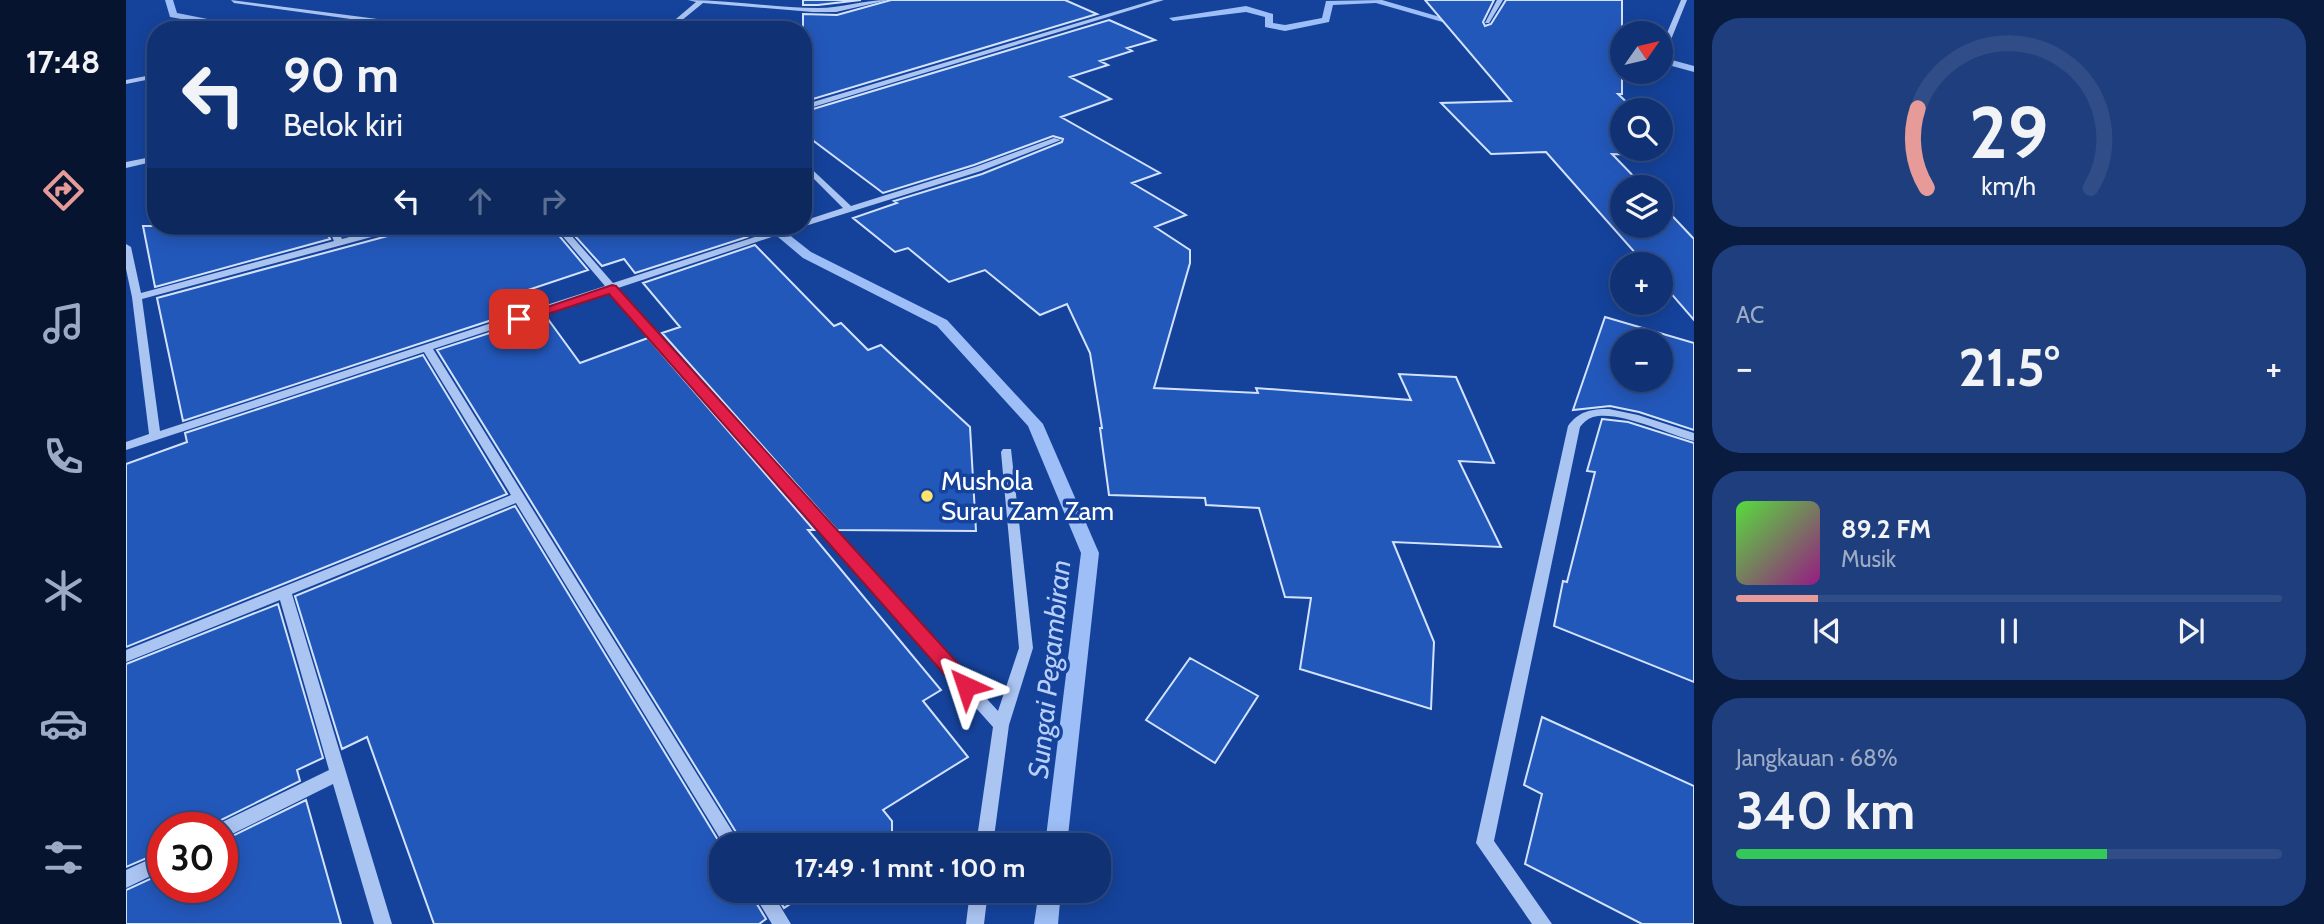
<!DOCTYPE html>
<html lang="id">
<meta charset="utf-8">
<style>
body{margin:0;font-family:Cabin,sans-serif;background:#1e3e7d;color:#f1f3f6;height:100vh;display:flex;flex-direction:column;font-size:26px;white-space:nowrap}
*{box-sizing:border-box;margin:0}
p{font-size:23px;color:#9caac5}
.icon{flex:none;width:38px;height:38px;fill:none;stroke:currentColor;stroke-width:2;stroke-linecap:round;stroke-linejoin:round}
.map{position:relative;flex:1;overflow:hidden}
.side{display:flex;flex-direction:column;gap:18px;padding:18px;background:#091c40;width:630px}
.side>*{flex:none}
.banner{position:absolute;left:21px;top:21px;width:665px;height:214px;border-radius:28px;box-shadow:0 4px 18px #0003,0 0 0 2px #304d87;background:#103275;color:#f1f3f6;overflow:hidden}
.needle{width:46px;rotate:56deg}
.fabs{position:absolute;left:1484px;top:21px;display:grid;gap:14px}
.fabs a{display:grid;place-items:center;width:63px;height:63px;border-radius:50%;background:#103275;box-shadow:0 4px 18px #0003,0 0 0 2px #304d87;font-size:35px}
.speed{position:absolute;left:21px;top:812px;display:flex;gap:14px;font-size:35px;font-weight:700;text-align:center}
.speed>*{display:grid;place-content:center;width:91px;height:91px;border-radius:50%;background:#103275;box-shadow:0 4px 18px #0003,0 0 0 2px #304d87;line-height:1}
.speed .limit{border:10px solid #d22;background:#fff;color:#111}
.pin{position:absolute;display:grid;place-items:center;width:60px;height:60px;color:#fff;margin:-30px;border-radius:14px;box-shadow:0 4px 10px #0006}
.me{position:absolute;width:77px;margin:-38px;rotate:318deg;stroke-linejoin:round;filter:drop-shadow(0 0 5px #0008)}
.turn{display:flex;align-items:center;gap:24px;height:147px;padding:0 21px;font-size:32px}
.turn .icon{width:91px;height:91px;stroke-width:2.5}
.turn b{display:block;font-size:49px;line-height:60px}
.lanes{display:flex;align-items:center;height:66px;padding:0 21px;background:#0003;justify-content:center;gap:35px;direction:ltr}
.lanes .off{opacity:.35}
.big{font-size:52px;font-weight:800;line-height:1.1}
.side .widget{flex:1;display:flex;flex-direction:column;justify-content:center;gap:10px;min-width:0;padding:0 24px;border-radius:28px;background:#1e3e7d}
.side .dial{align-items:center;gap:0}
.dial svg{height:182px;overflow:visible;fill:none;stroke:#304d87;stroke-width:7;stroke-linecap:round;text-anchor:middle}
.dial text{fill:#f1f3f6;stroke:none}
.song{display:flex;align-items:center;gap:21px}
.cover{width:84px;height:84px;border-radius:10px;background:linear-gradient(135deg,hsl(110 70% 55%),hsl(310 70% 35%))}
.played{height:7px;border-radius:4px;background:linear-gradient(90deg,#e69b98 15%,#304d87 15%)}
.keys{display:flex;justify-content:space-around;direction:ltr}
.heat{display:flex;justify-content:space-between;align-items:center;font-size:38px;direction:ltr}
.charge{height:10px;border-radius:5px;background:linear-gradient(90deg,#34c759 68%,#304d87 0)}
.trip{position:absolute;left:583px;top:833px;width:402px;height:70px;border-radius:28px;background:#103275;box-shadow:0 4px 18px #0003,0 0 0 2px #304d87;font-weight:800;line-height:70px;text-align:center}
main{display:flex;flex:1;min-height:0}
.tabs{display:flex;flex-direction:column;width:126px;justify-content:space-around;align-items:center;background:#06142f;color:#9caac5}
.tabs .icon{width:49px;height:49px}
.tabs .current{color:#e69b98}
.tabs b{font-size:32px;color:#f1f3f6}
.map>svg:first-child{display:block}
.lines{fill:none;stroke-linecap:round;stroke-linejoin:round}
.stream{fill:#9dbef6;fill-rule:evenodd}
.building{fill:#2358bb;stroke:#d3e2fd;stroke-width:2;fill-rule:evenodd}
.minor{fill:#abc5f3;fill-rule:evenodd}
.route{fill:#e11d48;stroke:#92132f;stroke-width:2}
.poi-dot{fill:#ffe36d;stroke:#15439c;stroke-width:2.5}
.labels{text-anchor:middle;dominant-baseline:central;stroke-width:7;stroke-linejoin:round;paint-order:stroke}
.poi-label{font-size:26px;fill:#fff;stroke:#15439c;text-anchor:start}
.water-label{font-size:28px;font-style:italic;fill:#b8cff9;stroke:#15439c}
</style>
<main>
<nav class="tabs">
<b>17:48</b>
<svg class="icon current" aria-label="directions" viewBox="0 0 24 24"><path d="M12 3l9 9-9 9-9-9zM9 14v-3h6M13 9l2 2-2 2"/></svg>
<svg class="icon" aria-label="music" viewBox="0 0 24 24"><path d="M9 18V5l10-2v13"/><circle cx="6" cy="18" r="3"/><circle cx="16" cy="16" r="3"/></svg>
<svg class="icon" aria-label="phone" viewBox="0 0 24 24"><path d="M5 4h4l2 5-3 2q2 4 5 5l2-3 5 2v4C11 20 4 13 5 4z"/></svg>
<svg class="icon" aria-label="climate" viewBox="0 0 24 24"><path d="M12 3v18M4 7l16 10M4 17L20 7"/></svg>
<svg class="icon" aria-label="car" viewBox="0 0 24 24"><path d="M5 17H2v-5l4-1 3-4h7l3 4 3 1v5h-3M9 17h6M6 11h13"/><circle cx="7" cy="17" r="2"/><circle cx="17" cy="17" r="2"/></svg>
<svg class="icon" aria-label="filters" viewBox="0 0 24 24"><path d="M4 7h16M4 17h16"/><circle cx="9" cy="7" r="2"/><circle cx="15" cy="17" r="2"/></svg>
</nav>
<div class="map">
<svg width="1568" height="924" viewBox="0 0 1568 924">
<rect width="100%" height="100%" fill="#15439c"/>
<g class="lines">
<path class="stream" d="M 39,0 L 47,0 L 51,13 L 137,30 L 117,30 L 44,17 Z
M 1256,0 L 1338,24 L 1334,27 L 1250,3 L 1207,5 L 1203,22 L 1159,31 L 1139,27 L 1139,17 L 1120,12 L 1047,21 L 1043,18 L 1120,6 L 1147,14 L 1147,23 L 1159,25 L 1196,18 L 1200,1 Z
M 1535,57 L 1568,66 L 1568,72 L 1535,63 Z
M 639,226 L 652,226 L 685,252 L 821,320 L 917,424 L 973,553 L 941,845 L 919,845 L 955,553 L 902,426 L 811,326 L 677,258 Z
M 913,891 L 935,891 L 932,924 L 908,924 Z"/>
</g>
<path class="building" d="M 677,0 L 735,0 L 692,5 L 677,5 Z
M 765,0 L 939,0 L 971,14 L 677,102 L 677,14 L 711,15 Z
M 1299,0 L 1368,0 L 1357,22 L 1359,26 L 1365,24 L 1380,0 L 1496,0 L 1496,94 L 1492,94 L 1509,110 L 1496,110 L 1496,149 L 1507,149 L 1512,155 L 1486,154 L 1518,187 L 1496,187 L 1496,226 L 1535,226 L 1535,204 L 1568,239 L 1568,320 L 1535,282 L 1535,264 L 1519,264 L 1420,152 L 1365,154 L 1315,103 L 1385,101 Z
M 983,20 L 1029,40 L 1001,48 L 1006,51 L 974,61 L 982,65 L 944,77 L 985,99 L 935,117 L 1034,173 L 1006,183 L 1060,215 L 1029,227 L 1064,250 L 1064,263 L 1028,388 L 1132,393 L 1130,388 L 1285,400 L 1273,374 L 1330,377 L 1368,463 L 1333,461 L 1375,547 L 1267,542 L 1308,642 L 1305,709 L 1174,669 L 1185,598 L 1159,597 L 1133,508 L 1080,505 L 1079,498 L 983,495 L 974,428 L 976,428 L 964,353 L 941,304 L 914,315 L 859,270 L 823,282 L 782,248 L 769,252 L 727,218 L 771,203 L 768,201 L 856,174 L 936,142 L 937,139 L 927,136 L 848,165 L 757,193 L 677,133 L 677,112 Z
M 17,226 L 198,226 L 204,239 L 29,287 Z
M 212,226 L 257,226 L 217,236 Z
M 284,226 L 425,226 L 462,270 L 402,290 L 412,305 L 57,421 L 31,298 L 280,231 Z
M 440,226 L 610,226 L 621,237 L 509,273 L 498,259 L 476,266 Z
M 629,245 L 708,326 L 715,323 L 742,350 L 755,345 L 844,427 L 850,531 L 711,530 L 536,333 L 554,327 L 517,283 Z
M 419,315 L 454,363 L 522,338 L 688,530 L 682,530 L 815,690 L 797,701 L 842,757 L 757,810 L 766,821 L 766,838 L 754,845 L 618,845 L 311,350 Z
M 1479,317 L 1568,343 L 1568,430 L 1513,412 L 1484,406 L 1447,410 ZM 1496,341 L 1535,341 L 1535,380 L 1496,380 Z
M 297,355 L 381,494 L 0,647 L 0,464 L 61,442 L 59,433 Z
M 1476,419 L 1502,422 L 1568,443 L 1568,682 L 1428,626 L 1437,581 L 1441,582 L 1469,472 L 1461,471 Z
M 389,506 L 595,845 L 595,891 L 623,891 L 640,919 L 633,924 L 308,924 L 241,737 L 216,749 L 169,596 Z
M 152,604 L 197,758 L 171,770 L 174,781 L 89,823 L 87,828 L 37,828 L 37,851 L 0,867 L 0,664 Z
M 1064,658 L 1132,696 L 1089,763 L 1020,720 Z
M 1416,717 L 1568,786 L 1568,924 L 1516,924 L 1399,864 L 1416,794 L 1398,785 Z
M 180,800 L 215,924 L 0,924 L 0,890 L 37,873 L 37,887 L 96,887 L 96,841 Z
M 648,891 L 684,891 L 658,908 Z"/>
<g class="lines">
<path class="minor" d="M 105,0 L 321,28 L 324,30 L 304,30 L 240,21 L 224,30 L 215,30 L 232,20 L 108,3 Z
M 562,0 C 605,0 649,8 692,8 C 716,8 738,0 762,0 L 710,12 L 687,12 L 577,3 L 544,30 L 537,30 L 570,2 Z
M 1028,0 L 1038,0 L 677,110 L 677,105 Z
M 1371,0 L 1377,0 L 1363,23 L 1359,23 Z
M 1555,0 L 1561,0 L 1540,52 L 1535,54 L 1535,47 Z
M 30,74 L 30,78 L 0,84 L 0,80 Z
M 928,138 L 935,140 L 855,171 L 676,227 L 492,288 L 685,506 L 872,711 L 893,648 L 875,452 L 877,449 L 885,449 L 907,648 L 883,725 L 867,845 L 850,845 L 867,727 L 675,512 L 484,291 L 307,349 L 615,845 L 598,845 L 390,503 L 166,594 L 266,924 L 248,924 L 207,784 L 96,839 L 96,828 L 89,828 L 90,825 L 203,770 L 154,600 L 0,662 L 0,650 L 385,495 L 298,352 L 0,450 L 0,442 L 23,434 L 6,297 L 0,269 L 0,244 L 5,247 L 15,293 L 208,241 L 201,226 L 209,226 L 216,239 L 266,226 L 281,226 L 279,228 L 16,299 L 34,431 L 479,286 L 428,226 L 437,226 L 487,283 L 663,226 L 677,226 L 677,221 L 717,208 L 677,168 L 677,161 L 725,206 L 849,167 Z
M 30,156 L 30,161 L 0,168 L 0,162 Z
M 1483,409 L 1512,415 L 1568,433 L 1568,441 C 1542,434 1492,410 1467,417 C 1461,419 1457,423 1454,427 L 1368,841 L 1426,924 L 1406,924 L 1350,843 L 1442,426 C 1453,411 1465,409 1483,409 Z
M 37,853 L 37,870 L 0,888 L 0,870 Z
M 626,891 L 645,891 L 665,924 L 646,924 Z
M 844,891 L 862,891 L 858,924 L 840,924 Z"/>
</g>
<path class="route" d="M 486,285 L 490,286 L 847,680 L 849,686 L 847,691 L 840,694 L 833,691 L 483,294 L 397,322 L 393,323 L 386,319 Z"/>
<circle class="poi-dot" cx="801" cy="496" r="7"/>
<g class="labels">
<g class="poi-label">
<text x="815" y="481">Mushola<tspan x="815" dy="30">Surau Zam Zam</tspan></text>
</g>
<g class="water-label">
<text transform="translate(923 669) rotate(-84)">Sungai Pegambiran</text>
</g>
</g>
</svg>
<div class="fabs">
<a><svg class="needle" viewBox="-14 -14 28 28"><path d="M0-13l5 13h-10z" fill="#e53935"/><path d="M0 13l5-13h-10z" fill="#9caac5"/></svg></a>
<a><svg class="icon" aria-label="search" viewBox="0 0 24 24"><circle cx="10" cy="10" r="6"/><path d="M15 15l6 6"/></svg></a>
<a><svg class="icon" aria-label="layers" viewBox="0 0 24 24"><path d="M12 4l9 5-9 5-9-5zM3 14l9 5 9-5"/></svg></a>
<a>+</a>
<a>−</a>
</div>
<div class="speed"><div class="limit">30</div></div>
<div class="pin" style="left:393px;top:319px;background:#d93025"><svg class="icon" aria-label="arrive" viewBox="0 0 24 24"><path d="M6 21V4h12l-3 4 3 4H6"/></svg></div>
<svg class="me" style="left:840px;top:686px" viewBox="-20 -20 40 40"><path d="M0-17L14 15 0 8-14 15z" fill="#e11d48" stroke="#fff" stroke-width="4"/></svg>
<div class="trip">17:49 · 1 mnt · 100 m</div>
<div class="banner">
<div class="turn"><svg class="icon" aria-label="left" viewBox="0 0 24 24"><path d="M17 20v-9H6M10 6l-5 5 5 5"/></svg><div><b>90 m</b>Belok kiri</div></div>
<div class="lanes"><svg class="icon" aria-label="left" viewBox="0 0 24 24"><path d="M17 20v-9H6M10 6l-5 5 5 5"/></svg><svg class="icon off" aria-label="ahead" viewBox="0 0 24 24"><path d="M12 20V5M6 11l6-6 6 6"/></svg><svg class="icon off" aria-label="right" viewBox="0 0 24 24"><path d="M7 20v-9h11M14 6l5 5-5 5"/></svg></div>
</div>
</div>
<section class="side">
<div class="widget dial"><svg viewBox="0 0 100 80">
<path d="M14 69A42 42 0 1 1 86 69"/>
<path d="M14 69A42 42 0 0 1 10 34" stroke="#e69b98"/>
<text x="50" y="56" font-size="32" font-weight="700">29</text>
<text x="50" y="72" font-size="11">km/h</text>
</svg></div>
<div class="widget"><p>AC</p>
<div class="heat"><a>−</a><b class="big">21.5°</b><a>+</a></div>
</div>
<div class="widget">
<div class="song"><i class="cover"></i><div><b>89.2 FM</b><p>Musik</p></div></div>
<div class="played"></div>
<div class="keys"><svg class="icon" aria-label="previous" viewBox="0 0 24 24"><path d="M18 5L8 12l10 7zM5 5v14"/></svg><svg class="icon" aria-label="pause" viewBox="0 0 24 24"><path d="M8 5v14M16 5v14"/></svg><svg class="icon" aria-label="next" viewBox="0 0 24 24"><path d="M6 5l10 7-10 7zM19 5v14"/></svg></div>
</div>
<div class="widget"><p>Jangkauan · 68%</p><b class="big">340 km</b><div class="charge"></div></div>
</section>
</main>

# # #

▸ **WORK ORDER**: Every line that holds the string "rule" must be copied from the records above.

▸ **FINAL ANSWER**:
.stream{fill:#9dbef6;fill-rule:evenodd}
.building{fill:#2358bb;stroke:#d3e2fd;stroke-width:2;fill-rule:evenodd}
.minor{fill:#abc5f3;fill-rule:evenodd}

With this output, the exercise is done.